The live taping took place at the Infosys Theater at Madison Square Garden and was simulcast on. It came one day after the Knicks’ ticker-tape parade in Lower Manhattan, when an estimated two million people flooded the streets after the team’s first NBA title in 53 years.
Stephen A. Smith Revisits 2016 And 2022
Smith’s apology reached back to two old flash points. He said, “I came out of the womb a Knicks fan,” then apologized for saying after Villanova won the 2016 NCAA Men’s National Championship that “Villanova doesn’t have a real NBA prospect on this squad,” and for criticizing the Knicks’ 2022 decision to sign Brunson.

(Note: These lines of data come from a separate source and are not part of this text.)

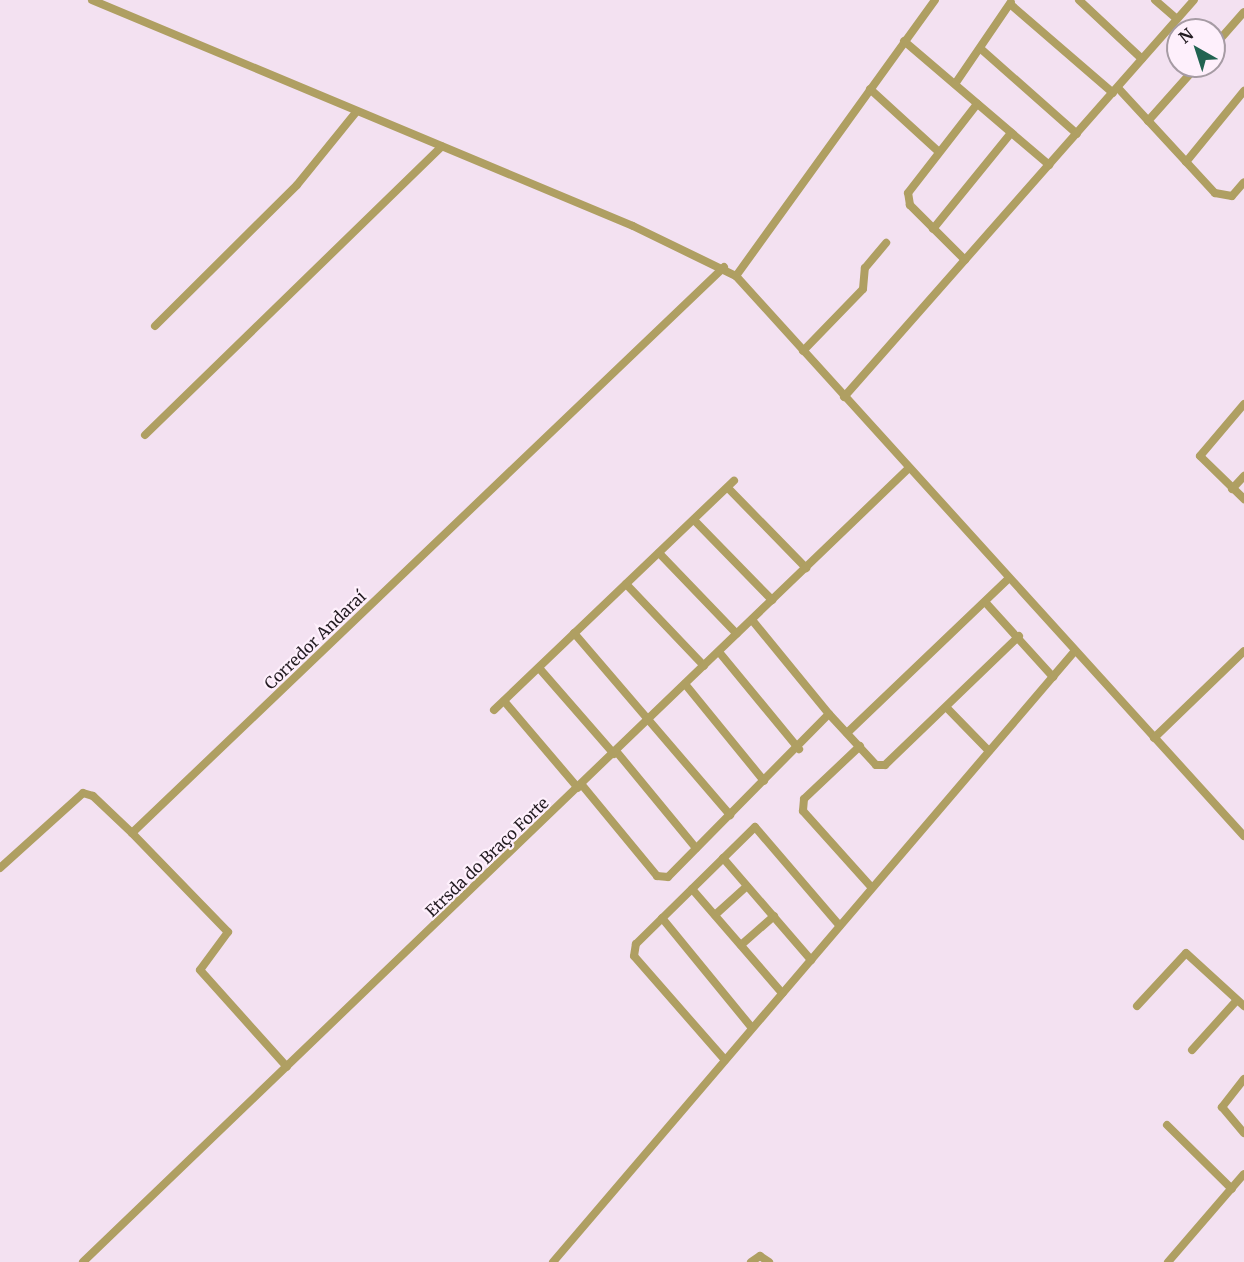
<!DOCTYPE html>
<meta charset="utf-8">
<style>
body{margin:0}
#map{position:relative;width:1244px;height:1262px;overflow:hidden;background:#f3e1f1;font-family:Merriweather,serif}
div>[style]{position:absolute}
.minor>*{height:8px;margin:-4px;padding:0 4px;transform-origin:4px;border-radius:4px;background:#af9f62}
span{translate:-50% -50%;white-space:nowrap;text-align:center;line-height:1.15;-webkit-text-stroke:4.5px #fef0fc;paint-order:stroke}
.street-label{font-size:16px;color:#221b21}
.north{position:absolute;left:1166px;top:18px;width:60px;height:60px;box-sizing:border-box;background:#fef0fc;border:2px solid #a69ba4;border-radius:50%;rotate:321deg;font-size:16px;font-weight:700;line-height:24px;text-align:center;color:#221b21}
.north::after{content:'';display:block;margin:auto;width:21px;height:27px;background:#216351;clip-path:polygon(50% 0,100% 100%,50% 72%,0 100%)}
</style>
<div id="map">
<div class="minor">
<i style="left:92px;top:0;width:586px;rotate:22.67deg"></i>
<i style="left:633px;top:226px;width:114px;rotate:25.9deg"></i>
<i style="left:736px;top:276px;width:756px;rotate:47.79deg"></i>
<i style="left:1079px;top:0;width:86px;rotate:43.1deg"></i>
<i style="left:1155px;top:0;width:29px;rotate:41deg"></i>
<i style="left:1010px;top:4px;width:136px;rotate:40.8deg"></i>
<i style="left:904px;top:41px;width:191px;rotate:40.5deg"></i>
<i style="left:1214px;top:46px;width:45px;rotate:-48.6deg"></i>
<i style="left:981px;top:49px;width:128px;rotate:41.5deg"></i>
<i style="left:955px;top:84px;width:99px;rotate:-55.7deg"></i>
<i style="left:1118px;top:88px;width:143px;rotate:47.3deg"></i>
<i style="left:1215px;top:193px;width:17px;rotate:10deg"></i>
<i style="left:1232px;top:196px;width:18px;rotate:-49deg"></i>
<i style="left:870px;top:89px;width:93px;rotate:42.4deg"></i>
<i style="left:1148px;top:121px;width:74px;rotate:-48.3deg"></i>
<i style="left:1186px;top:162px;width:92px;rotate:-50.8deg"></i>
<i style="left:933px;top:229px;width:124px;rotate:-50.9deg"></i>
<i style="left:965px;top:260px;width:78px;rotate:-135deg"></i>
<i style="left:910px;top:205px;width:12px;rotate:-99deg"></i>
<i style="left:908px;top:193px;width:113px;rotate:-52.2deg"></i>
<i style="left:736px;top:276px;width:340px;rotate:-54.2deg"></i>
<i style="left:155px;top:326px;width:200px;rotate:-44.8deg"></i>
<i style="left:297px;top:185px;width:95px;rotate:-51deg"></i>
<i style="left:803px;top:351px;width:86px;rotate:-45.9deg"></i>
<i style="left:863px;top:289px;width:21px;rotate:-85deg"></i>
<i style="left:865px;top:268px;width:33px;rotate:-50deg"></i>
<i style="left:844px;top:397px;width:529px;rotate:-48.6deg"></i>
<i style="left:1244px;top:404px;width:68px;rotate:130.2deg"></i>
<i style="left:1200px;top:456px;width:62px;rotate:44.3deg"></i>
<i style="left:145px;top:435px;width:414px;rotate:-44.2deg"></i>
<i style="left:728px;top:488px;width:112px;rotate:45.7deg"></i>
<i style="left:1232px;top:489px;width:18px;rotate:-47deg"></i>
<i style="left:694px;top:520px;width:112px;rotate:45.7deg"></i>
<i style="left:659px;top:553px;width:112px;rotate:46.1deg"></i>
<i style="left:626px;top:584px;width:113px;rotate:46.4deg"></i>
<i style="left:986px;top:603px;width:100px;rotate:47.8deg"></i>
<i style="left:574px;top:633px;width:240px;rotate:49.4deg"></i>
<i style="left:719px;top:652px;width:126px;rotate:50.5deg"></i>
<i style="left:539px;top:668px;width:114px;rotate:48.9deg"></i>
<i style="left:685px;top:684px;width:125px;rotate:50.8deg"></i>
<i style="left:504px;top:701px;width:114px;rotate:49.6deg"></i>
<i style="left:947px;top:708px;width:60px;rotate:45.7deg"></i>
<i style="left:494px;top:710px;width:332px;rotate:-43.7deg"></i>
<i style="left:829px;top:714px;width:69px;rotate:47.3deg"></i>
<i style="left:876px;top:765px;width:9px"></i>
<i style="left:885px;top:765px;width:186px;rotate:-43.9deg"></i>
<i style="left:847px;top:733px;width:223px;rotate:-43.7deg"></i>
<i style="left:1154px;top:738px;width:125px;rotate:-44deg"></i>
<i style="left:860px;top:746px;width:77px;rotate:136.6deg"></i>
<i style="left:804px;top:799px;width:12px;rotate:95deg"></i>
<i style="left:803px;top:811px;width:103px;rotate:48.1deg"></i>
<i style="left:616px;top:751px;width:126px;rotate:50.5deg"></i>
<i style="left:582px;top:785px;width:118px;rotate:50.5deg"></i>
<i style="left:657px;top:876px;width:11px;rotate:5deg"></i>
<i style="left:668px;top:877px;width:229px;rotate:-45.4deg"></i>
<i style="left:829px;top:714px;width:122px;rotate:-129.3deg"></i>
<i style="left:132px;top:833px;width:138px;rotate:45.9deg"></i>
<i style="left:228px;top:932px;width:47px;rotate:126.4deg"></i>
<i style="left:200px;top:970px;width:130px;rotate:48.1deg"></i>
<i style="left:723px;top:858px;width:135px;rotate:49.2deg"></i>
<i style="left:0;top:868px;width:112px;rotate:-42.1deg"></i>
<i style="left:83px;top:793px;width:10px;rotate:17deg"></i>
<i style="left:93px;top:796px;width:54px;rotate:43.5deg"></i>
<i style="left:132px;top:833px;width:819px;rotate:-43.71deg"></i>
<i style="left:692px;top:889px;width:138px;rotate:49.1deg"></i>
<i style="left:715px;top:915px;width:43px;rotate:-42.2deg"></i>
<i style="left:662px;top:918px;width:142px;rotate:50.7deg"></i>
<i style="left:741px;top:945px;width:44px;rotate:-41.3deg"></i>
<i style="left:1137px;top:1006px;width:72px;rotate:-47.2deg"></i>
<i style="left:1186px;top:953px;width:79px;rotate:42.4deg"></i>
<i style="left:1192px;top:1050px;width:67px;rotate:-48deg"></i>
<i style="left:725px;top:1060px;width:138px;rotate:-131.2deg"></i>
<i style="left:634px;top:956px;width:12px;rotate:-81deg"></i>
<i style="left:636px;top:944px;width:167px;rotate:-44.5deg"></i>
<i style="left:755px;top:827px;width:130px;rotate:49.4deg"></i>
<i style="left:1244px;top:1079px;width:36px;rotate:128deg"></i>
<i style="left:1222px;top:1107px;width:34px;rotate:50deg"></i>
<i style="left:1167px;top:1125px;width:91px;rotate:44.6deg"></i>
<i style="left:83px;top:1262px;width:1144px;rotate:-43.87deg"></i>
<i style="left:553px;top:1262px;width:802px;rotate:-49.5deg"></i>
<i style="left:751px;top:1262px;width:11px;rotate:-34deg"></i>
<i style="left:760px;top:1256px;width:11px;rotate:34deg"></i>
<i style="left:1168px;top:1262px;width:116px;rotate:-49.2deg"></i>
</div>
<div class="street-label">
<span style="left:315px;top:640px;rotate:-44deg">Corredor Andaraí</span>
<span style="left:487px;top:857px;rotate:-44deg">Etrsda do Braço Forte</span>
</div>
<div class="north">N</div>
</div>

The event was built as more than a podcast taping. All proceeds from the sell-out show benefited the Garden of Dreams Foundation, and the guest list stretched beyond the three hosts with Karl-Anthony Towns, Miles “Deuce” McBride, Carmelo Anthony, Ali Brunson, Shannon Hart and Samara Hillman joining the night.
Smith left the stage with the apology said out loud and the crowd still on him, which was the point: this was not a quiet make-good, but a public correction in front of the same fans who had been booing him through the whole appearance.